Extracted data entries
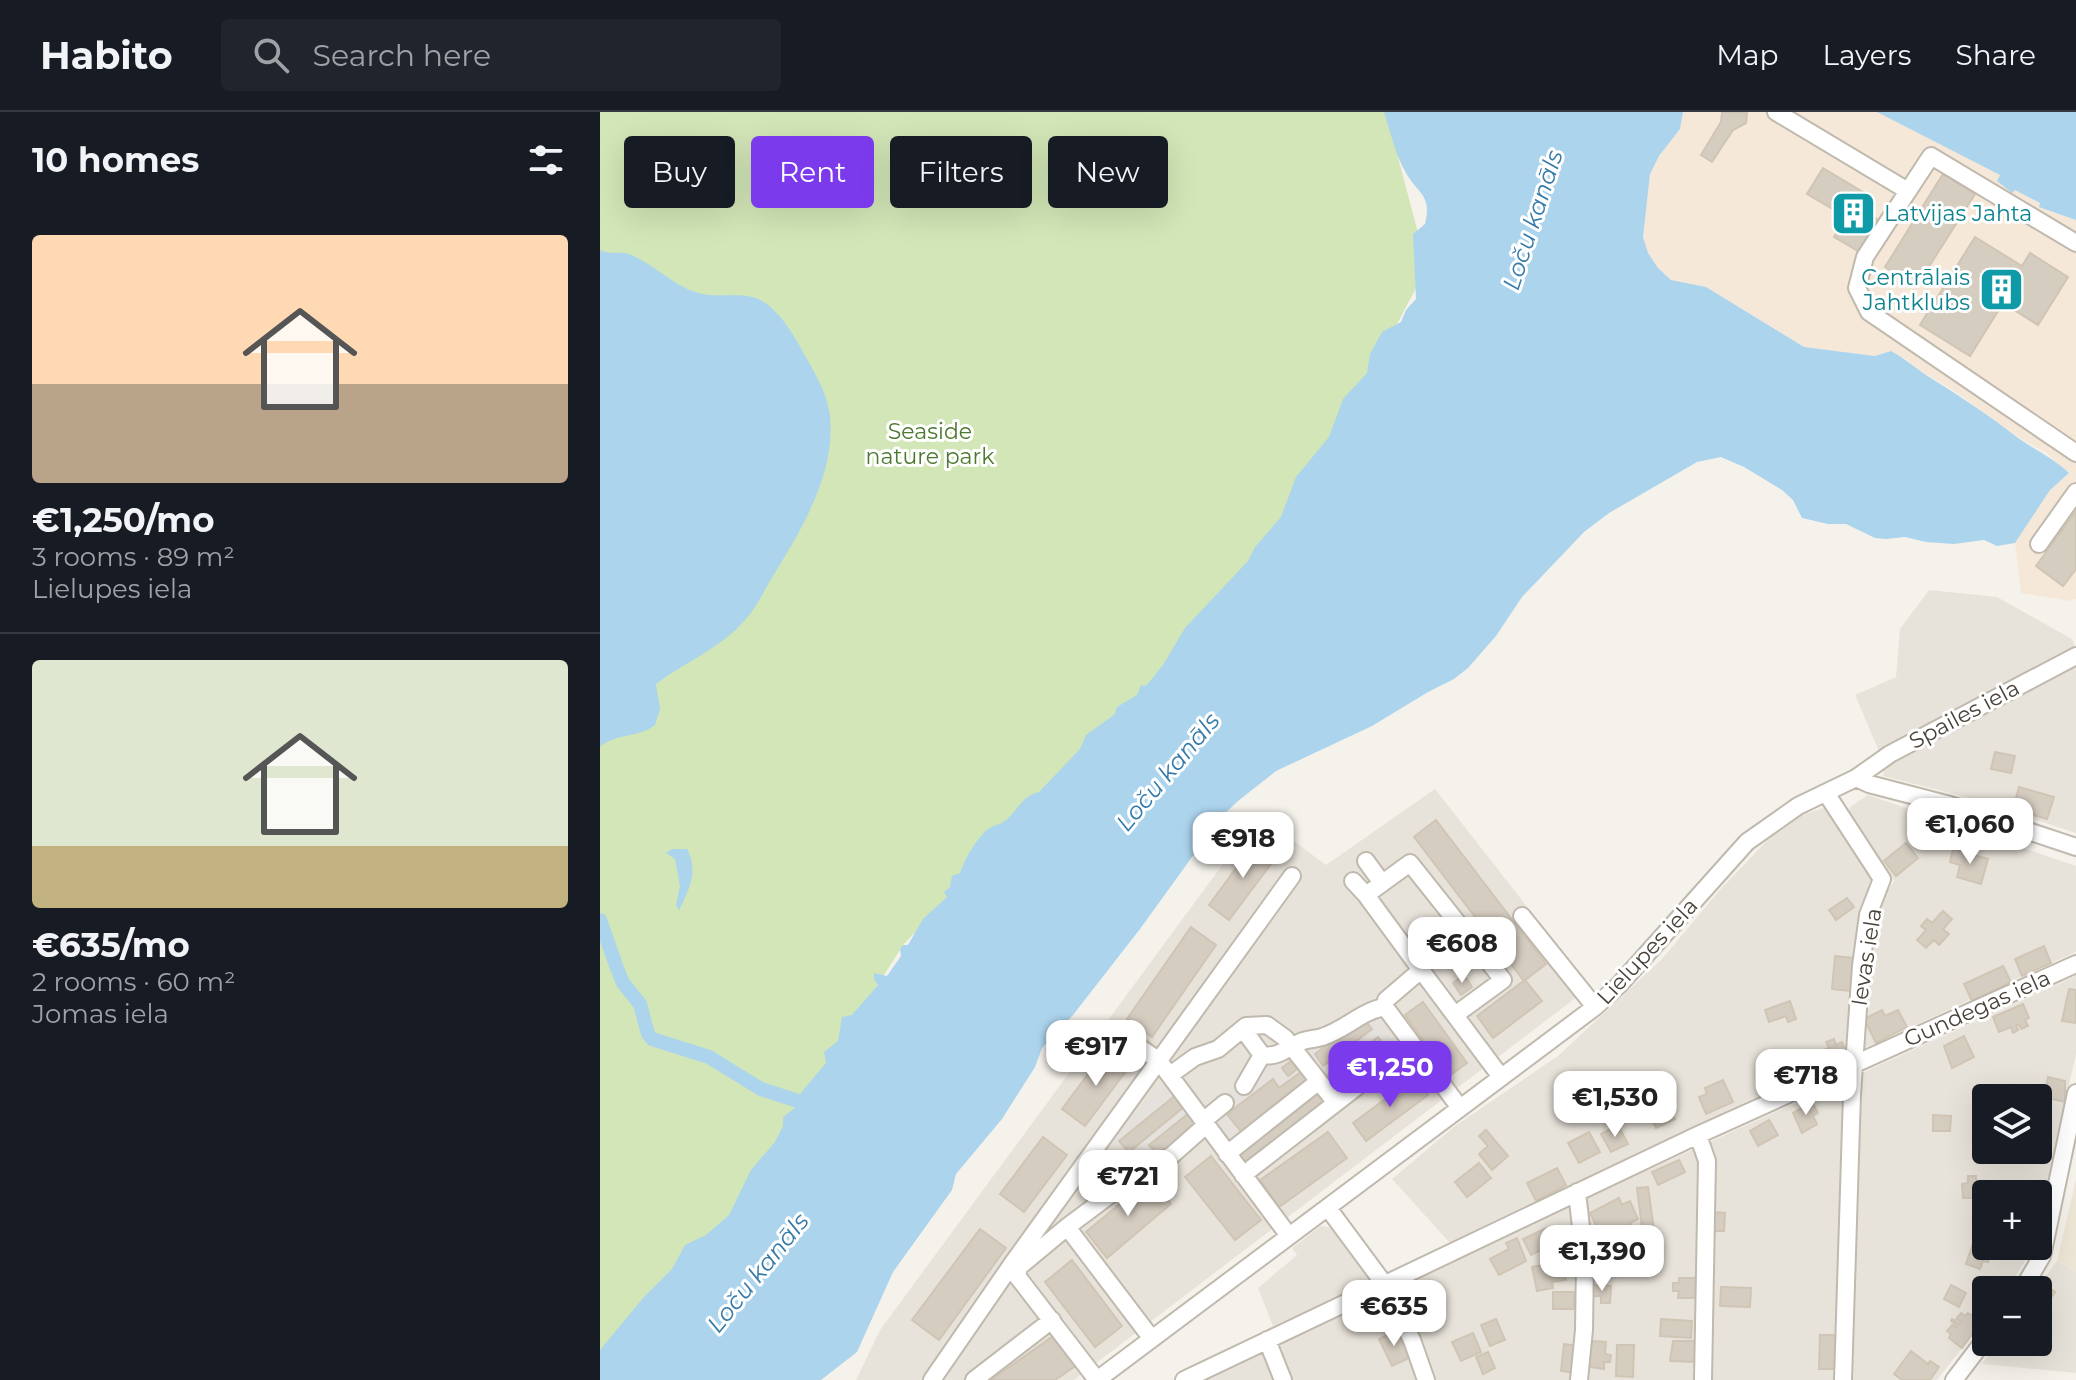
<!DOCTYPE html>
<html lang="en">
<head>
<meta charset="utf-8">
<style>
  :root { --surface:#171b24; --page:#20242c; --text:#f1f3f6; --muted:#9ea1a6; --line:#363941; --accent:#7c3aed }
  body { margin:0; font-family:Montserrat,sans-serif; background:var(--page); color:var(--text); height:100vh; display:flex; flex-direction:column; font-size:30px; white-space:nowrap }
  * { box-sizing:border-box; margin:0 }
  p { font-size:26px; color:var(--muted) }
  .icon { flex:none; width:44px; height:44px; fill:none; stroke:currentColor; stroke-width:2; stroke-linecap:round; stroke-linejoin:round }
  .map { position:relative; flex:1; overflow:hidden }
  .details { display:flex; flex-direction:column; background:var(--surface); width:600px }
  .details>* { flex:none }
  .guide { position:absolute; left:24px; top:24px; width:760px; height:72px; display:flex; gap:16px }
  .fabs { position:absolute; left:1372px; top:972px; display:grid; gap:16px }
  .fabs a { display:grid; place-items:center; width:80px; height:80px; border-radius:8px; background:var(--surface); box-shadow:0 8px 32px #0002; font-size:40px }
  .price { position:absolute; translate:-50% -68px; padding:0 18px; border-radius:16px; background:#fff; color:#222; font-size:26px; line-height:52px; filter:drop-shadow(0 2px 4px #0008) }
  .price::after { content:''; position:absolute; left:50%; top:48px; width:24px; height:18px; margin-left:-12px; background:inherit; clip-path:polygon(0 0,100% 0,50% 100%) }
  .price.selected { background:var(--accent); color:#fff }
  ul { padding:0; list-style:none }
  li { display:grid; align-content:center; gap:16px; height:424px; padding:0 32px }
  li+li { border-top:2px solid var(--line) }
  li span { display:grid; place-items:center; height:248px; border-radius:8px; color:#555 }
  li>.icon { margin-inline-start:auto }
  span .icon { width:144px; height:144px; fill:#fffc; stroke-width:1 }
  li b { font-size:34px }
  h2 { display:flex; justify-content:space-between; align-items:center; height:96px; padding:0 32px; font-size:34px }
  .pill { padding:0 28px; border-radius:8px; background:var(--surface); box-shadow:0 8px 32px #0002; font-size:28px; line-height:72px }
  .pill.selected { background:var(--accent); color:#fff }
  header { display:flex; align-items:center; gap:48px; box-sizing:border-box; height:112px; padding:0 40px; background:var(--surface); border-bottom:2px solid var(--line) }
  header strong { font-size:38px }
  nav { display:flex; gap:44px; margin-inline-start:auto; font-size:28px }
  .search { width:560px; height:72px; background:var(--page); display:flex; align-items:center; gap:20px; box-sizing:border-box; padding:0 28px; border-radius:8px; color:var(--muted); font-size:30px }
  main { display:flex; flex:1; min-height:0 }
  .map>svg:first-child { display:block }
</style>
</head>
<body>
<header>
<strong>Habito</strong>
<div class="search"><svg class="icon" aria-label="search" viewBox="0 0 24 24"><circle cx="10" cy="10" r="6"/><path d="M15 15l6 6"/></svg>Search here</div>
<nav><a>Map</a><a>Layers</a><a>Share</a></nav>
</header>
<main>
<section class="details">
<h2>10 homes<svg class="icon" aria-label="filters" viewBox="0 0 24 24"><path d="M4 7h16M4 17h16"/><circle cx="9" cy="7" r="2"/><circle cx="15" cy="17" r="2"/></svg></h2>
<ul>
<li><span style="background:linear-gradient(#ffd9b3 60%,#b9a48a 0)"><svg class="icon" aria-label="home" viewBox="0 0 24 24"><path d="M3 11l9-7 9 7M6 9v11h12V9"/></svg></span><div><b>€1,250/mo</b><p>3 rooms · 89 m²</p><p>Lielupes iela</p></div></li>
<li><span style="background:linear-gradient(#dfe7d0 75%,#c2b280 0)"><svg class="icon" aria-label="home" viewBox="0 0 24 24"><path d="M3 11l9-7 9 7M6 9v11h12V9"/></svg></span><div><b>€635/mo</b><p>2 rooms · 60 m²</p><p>Jomas iela</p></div></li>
</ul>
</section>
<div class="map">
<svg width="1476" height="1268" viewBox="0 0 1476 1268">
  <rect width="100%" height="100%" fill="#f5f2eb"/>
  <path fill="#e8e3da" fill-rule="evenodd" d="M1329 478 1397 485 1472 527 1476 537 1279 639 1255 583 1296 565 1300 517Z
    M1476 550V721L1370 686 1283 664 1285 653Z
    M835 677 990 875 474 1268H256L280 1218 659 703 726 753Z
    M1268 683 1476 754V840L1260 938 1269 836 1280 790 1294 769 1248 701 1250 695Z
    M1226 695 1237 706 1277 768 1261 793 1250 948 1171 978 850 1131 792 1067 855 1014 958 944 1062 847 1118 780 1179 716 1205 702Z
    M1476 864V942L1438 1111V1082H1386V1134H1433L1431 1140 1406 1178H1386V1205L1337 1268H606L975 1091ZM1386 986H1438V1038H1386Z
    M721 1114 738 1117 772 1170 673 1214 658 1176 697 1143 692 1136Z
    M1457 1149 1476 1159V1261L1382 1252 1398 1230H1438V1178H1436Z"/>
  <path fill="#f5e8d8" d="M1083 0H1277L1401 63 1412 80 1414 77 1441 91 1440 95 1476 108V487L1470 489 1421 481 1415 431 1450 378 1468 361 1448 342 1418 325 1350 276 1315 256 1304 246 1291 239 1276 244 1204 235 1106 175 1071 168 1058 156 1047 140 1043 125 1050 62 1059 44 1080 17Z"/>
  <path fill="#e5e1dc" d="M766 891 799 936 645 1057 602 999 680 939 712 932Z
    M568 966 601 1013 566 1041 536 1057 511 1026Z"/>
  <path fill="#ede6d6" d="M1476 1067V1159L1457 1149Z"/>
  <path fill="#d2e6b7" d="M0 0H792L799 49 827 155 691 414 602 526 303 833 113 1131 0 1245Z"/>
  <path fill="#acd4ed" d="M784 0H1083L1080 17 1059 44 1050 62 1043 125 1048 141 1058 156 1071 168 1106 175 1204 235 1275 244 1291 239C1304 246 1314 255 1326 263 1358 283 1389 303 1418 326 1435 338 1453 346 1469 361L1450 378 1415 431 1397 434 1384 428 1354 432 1326 430 1305 425 1286 427 1275 426 1246 412H1228L1202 406 1193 388 1182 378 1144 355 1121 345 1097 350 1009 401 984 420 922 485 896 524 868 556 854 567 828 580 772 614 676 659 638 689 621 705 540 817 473 903 442 936 435 955 402 1007 356 1062 352 1078 293 1160 257 1240 221 1268H0V1238L44 1185 72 1157 85 1133 106 1123 129 1103 151 1058 175 1030 183 1014V1005L195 996V988L226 951 224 940 238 929 242 905 252 903 278 873 274 867V861L287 864 301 844 300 837 303 833H308L323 807 347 785 344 780 350 775 352 764 360 761C364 748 377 726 388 717 393 713 400 713 405 709 418 699 421 684 439 680L480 637 486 623 514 603 517 595 537 583 541 573 546 574 563 553 585 516 648 449 655 435 681 405 696 365 729 325 743 287 767 261 770 242 782 220 801 210 806 198 816 187 813 122 825 112C832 83 819 83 806 61 796 44 790 19 784 0Z
    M1277 0H1476V108L1439 95 1440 91 1415 78 1412 81 1397 69 1400 63Z
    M0 138C10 143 19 139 29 142 54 152 72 173 98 181 123 188 147 176 168 193 184 206 195 225 204 242 214 259 225 278 229 298 239 357 201 419 171 467 163 481 156 496 145 508 121 536 85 550 56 572L60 597 55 613C39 626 15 621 0 635Z
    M72 737H87C99 759 89 778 79 798L76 793 80 774 75 747 66 741Z"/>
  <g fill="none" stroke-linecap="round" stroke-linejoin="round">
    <path stroke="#acd4ed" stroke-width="14" d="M0 808 17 856 23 871 40 892 48 922 52 927 109 945 161 977 195 988 211 996"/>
  </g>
  <path fill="#d6cdc1" stroke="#d0c5b5" stroke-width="2" d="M1122 0H1147L1146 11 1133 18 1112 50 1101 43 1121 10Z
    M1223 56 1268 83 1260 96 1280 109 1261 141 1234 125 1246 105 1207 82Z
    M1343 62 1375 82 1316 175 1285 155Z
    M1375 125 1422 154 1430 141 1468 165 1438 213 1403 191 1370 244 1320 213Z
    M1476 399V457L1463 474 1436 454Z
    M1395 640 1415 644 1411 661 1391 657Z
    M1419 675 1454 685 1447 707 1413 697Z
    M836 708 946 852 924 869 814 725Z
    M656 729 677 744 629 808 609 793Z
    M1306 731 1318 746 1296 764 1284 749Z
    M1353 737 1388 747 1381 772 1357 765 1360 753 1350 750Z
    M1247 786 1254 795 1236 808 1229 798Z
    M1343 799 1352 807 1343 817 1349 822 1339 833 1334 828 1326 836 1317 828 1326 818 1321 814 1327 807 1332 811Z
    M591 815 616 833 552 925 527 907Z
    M1444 834 1451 851 1422 864 1415 847Z
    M1235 844 1254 846 1251 879 1232 877Z
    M1403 854 1411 870 1372 889 1364 872Z
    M864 863 872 875 861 883 853 871Z
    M925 868 942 889 893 926 877 904Z
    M1469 877 1476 878V911L1462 909Z
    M1190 889 1196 907 1188 910 1186 904 1169 910 1165 898Z
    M823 890 867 951 849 964 805 903Z
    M1423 892 1429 906 1425 908 1428 914 1421 917 1419 912 1416 913 1418 918 1413 921 1411 915 1399 920 1393 905Z
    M1282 898 1285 904 1298 898 1307 915 1276 931 1264 907Z
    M763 906 772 917 723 954 715 942Z
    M1364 924 1374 945 1352 956 1344 934Z
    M778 925 787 936 736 974 728 963Z
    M1234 927 1236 933 1242 930 1248 946 1228 954 1222 939 1229 936 1226 930Z
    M506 938 529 955 485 1014 462 997Z
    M691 949 697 957 688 964 682 956Z
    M705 957 714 969 643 1022 627 1002 673 967 679 976Z
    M815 965 828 983 766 1029 753 1011Z
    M1448 965 1465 969V990L1444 985Z
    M1123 968 1133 990 1106 1002 1099 985 1107 982 1105 976Z
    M718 981 726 992 645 1052 637 1041Z
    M576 983 585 994 529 1040 519 1029Z
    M1066 989 1075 1007 1056 1016 1048 999Z
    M1212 990 1218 1001 1213 1004 1217 1012 1202 1021 1193 1001Z
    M1382 991H1386V1012L1379 1011Z
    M589 1001 597 1012 558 1043 549 1033Z
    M1333 1003 1351 1004 1350 1019H1333Z
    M1169 1008 1178 1023 1158 1034 1150 1019Z
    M1018 1013 1028 1032 1011 1040 1001 1022Z
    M886 1018 908 1044 892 1058 879 1042 888 1034 879 1024Z
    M728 1020 747 1046 679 1095 660 1068Z
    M989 1020 1000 1040 979 1051 968 1031Z
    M443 1025 467 1043 424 1100 400 1082Z
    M1438 1030 1450 1033 1446 1049 1437 1047 1438 1042 1433 1041 1432 1045 1427 1044 1428 1040 1420 1038H1438Z
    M611 1044 661 1108 635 1128 585 1065Z
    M1079 1048 1085 1060 1058 1073 1052 1060Z
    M879 1051 891 1066 867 1085 855 1070Z
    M957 1056 966 1073 936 1089 927 1071Z
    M1368 1064H1376V1086H1363L1362 1072 1368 1071Z
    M550 1067 571 1092 507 1146 486 1120Z
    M1048 1075 1058 1146 1046 1148 1037 1076Z
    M1019 1086 1022 1093 1030 1089 1038 1107 1030 1111 1032 1116 1004 1130 990 1101Z
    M1112 1100 1125 1101 1124 1119H1111Z
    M946 1116 953 1132 931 1143 923 1127Z
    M380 1117 406 1136 339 1228 312 1208Z
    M917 1126 926 1149 899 1163 890 1147 909 1137 906 1131Z
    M1373 1131 1392 1137 1388 1150 1383 1149 1380 1157 1366 1152Z
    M974 1147 977 1157 964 1160 966 1168 952 1170 953 1176 937 1179 932 1155Z
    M472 1148 522 1214 495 1235 445 1170Z
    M1079 1166H1096L1095 1186H1078L1079 1179H1073V1171H1079Z
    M829 1169 836 1184 818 1193 811 1178Z
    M1442 1171 1455 1180 1442 1199 1438 1196 1437 1178Z
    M992 1173 1011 1174 1010 1191H1001V1184H991Z
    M1351 1173 1366 1181 1359 1195 1344 1187Z
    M1121 1175 1151 1176 1150 1195 1120 1194Z
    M953 1180H974V1197H953Z
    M1361 1201 1365 1204 1368 1201 1381 1210 1362 1236 1349 1226 1351 1222 1347 1219 1352 1213 1356 1216 1357 1214 1351 1209 1352 1207 1359 1212 1361 1210 1356 1207Z
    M896 1207 905 1228 890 1234 881 1213Z
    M1061 1207 1092 1209 1091 1226 1060 1224Z
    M797 1219 809 1246 792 1254 779 1227Z
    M873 1221 881 1240 861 1249 852 1230Z
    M456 1222 477 1253 455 1268H391Z
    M1220 1223H1237V1257H1219Z
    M991 1229 1006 1230 1005 1242 1011 1243 1010 1250H1004V1257L989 1255Z
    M1073 1229H1095L1094 1250 1070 1249Z
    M964 1232 979 1234 976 1261 961 1259Z
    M1017 1233H1034L1033 1265 1016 1264Z
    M1311 1239 1328 1252 1330 1249 1339 1255 1330 1268H1302L1294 1262Z
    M888 1240 895 1256 883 1262 876 1245Z"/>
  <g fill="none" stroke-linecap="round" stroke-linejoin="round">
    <defs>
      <path id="minor" d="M1176 0 1308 79 1265 145 1257 176 1269 200 1476 341
        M1308 79 1331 44 1476 131
        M1439 432 1476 380
        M1256 666 1290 642 1476 544
        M1226 681 1282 767 1268 803 1261 854 1252 982 1243 1268
        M766 749 782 771
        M753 769 766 783
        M922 804 995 895
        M821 858 901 965
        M855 903 903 868 810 751 766 783 821 858 786 888 785 895 860 996
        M643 917 662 943C679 946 687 935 703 929 709 927 716 927 722 925 745 918 761 899 785 895
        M538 934 559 949 689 1124
        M570 963 595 945 618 937 646 914 667 913 685 926 736 991
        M644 974 662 943
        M603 1009 625 991
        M1098 1023 1107 1049 1103 1268
        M627 1042 719 969
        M489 1046 515 1079
        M643 1063 812 932
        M977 1080 985 1150 984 1218 979 1268
        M728 1096 785 1173 812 1228 826 1268
        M467 1115 551 1052 571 1044 606 1013
        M415 1154 419 1155 467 1115 552 1227
        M419 1155 417 1164 497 1268 995 895 1019 873 1147 730 1198 694 1256 666 1269 672 1350 693 1476 735
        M1422 1178 1442 1144 1476 981
        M667 1228 683 1268
        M332 1268 412 1152 692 764
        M374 1268 452 1208
        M584 1268 1098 1023 1476 852
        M1354 1268 1386 1226"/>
    </defs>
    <use href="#minor" stroke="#c0b9ae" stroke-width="20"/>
    <use href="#minor" stroke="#fff" stroke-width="16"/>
  </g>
  <defs>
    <symbol id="building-square" viewBox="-11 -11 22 22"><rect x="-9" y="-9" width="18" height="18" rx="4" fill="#0f9aa8" stroke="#fff"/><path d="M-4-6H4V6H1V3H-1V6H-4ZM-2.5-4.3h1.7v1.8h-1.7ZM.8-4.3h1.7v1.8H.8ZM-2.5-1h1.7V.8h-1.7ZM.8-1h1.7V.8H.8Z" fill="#fff"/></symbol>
  </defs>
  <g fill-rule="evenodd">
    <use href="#building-square" x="1228" y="76" width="51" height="51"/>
    <use href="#building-square" x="1376" y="152" width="51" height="51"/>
  </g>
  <g text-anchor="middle" stroke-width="6" stroke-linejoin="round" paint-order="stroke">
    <g font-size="22" fill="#0d838f" stroke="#fff" text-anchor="start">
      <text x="1284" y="109">Latvijas Jahta</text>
      <text x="1370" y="173" text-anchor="end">Centrālais<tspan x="1370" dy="25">Jahtklubs</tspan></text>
    </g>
    <g font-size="22" fill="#4d782f" stroke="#fff">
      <text x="330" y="327">Seaside<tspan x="330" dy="25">nature park</tspan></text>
    </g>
    <g font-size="22" fill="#494239" stroke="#fff">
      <text transform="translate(1364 602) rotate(-28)" y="8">Spailes iela</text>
      <text transform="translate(1047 839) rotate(-47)" y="8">Lielupes iela</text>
      <text transform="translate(1266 845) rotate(-81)" y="8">Ievas iela</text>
      <text transform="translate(1377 896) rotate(-24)" y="8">Gundegas iela</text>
    </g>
    <g font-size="24" font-style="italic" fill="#357aa8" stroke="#fff">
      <text transform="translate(933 108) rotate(-72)" y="8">Loču kanāls</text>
      <text transform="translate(568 660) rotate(-50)" y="8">Loču kanāls</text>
      <text transform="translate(158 1161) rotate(-51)" y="8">Loču kanāls</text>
    </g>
  </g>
</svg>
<div class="fabs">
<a><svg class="icon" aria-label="layers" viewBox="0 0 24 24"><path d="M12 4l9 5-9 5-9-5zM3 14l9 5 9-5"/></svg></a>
<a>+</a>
<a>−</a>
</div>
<b class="price" style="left:1370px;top:754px">€1,060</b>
<b class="price" style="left:643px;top:768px">€918</b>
<b class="price" style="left:862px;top:873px">€608</b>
<b class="price" style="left:496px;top:976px">€917</b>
<b class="price selected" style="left:790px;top:997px">€1,250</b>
<b class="price" style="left:1206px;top:1005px">€718</b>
<b class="price" style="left:1015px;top:1027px">€1,530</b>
<b class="price" style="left:528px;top:1106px">€721</b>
<b class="price" style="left:1002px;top:1181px">€1,390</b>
<b class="price" style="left:794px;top:1236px">€635</b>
<div class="guide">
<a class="pill">Buy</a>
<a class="pill selected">Rent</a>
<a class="pill">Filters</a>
<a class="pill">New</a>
</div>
</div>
</main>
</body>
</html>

- _What this task involves_:
What is needed is a word-for-word copy of the lines from the start of the data to the line with "position:relative; flex:1; overflow:hidden", inclusive, with no pictures in it.

- _Output for this exercise_:
<!DOCTYPE html>
<html lang="en">
<head>
<meta charset="utf-8">
<style>
  :root { --surface:#171b24; --page:#20242c; --text:#f1f3f6; --muted:#9ea1a6; --line:#363941; --accent:#7c3aed }
  body { margin:0; font-family:Montserrat,sans-serif; background:var(--page); color:var(--text); height:100vh; display:flex; flex-direction:column; font-size:30px; white-space:nowrap }
  * { box-sizing:border-box; margin:0 }
  p { font-size:26px; color:var(--muted) }
  .icon { flex:none; width:44px; height:44px; fill:none; stroke:currentColor; stroke-width:2; stroke-linecap:round; stroke-linejoin:round }
  .map { position:relative; flex:1; overflow:hidden }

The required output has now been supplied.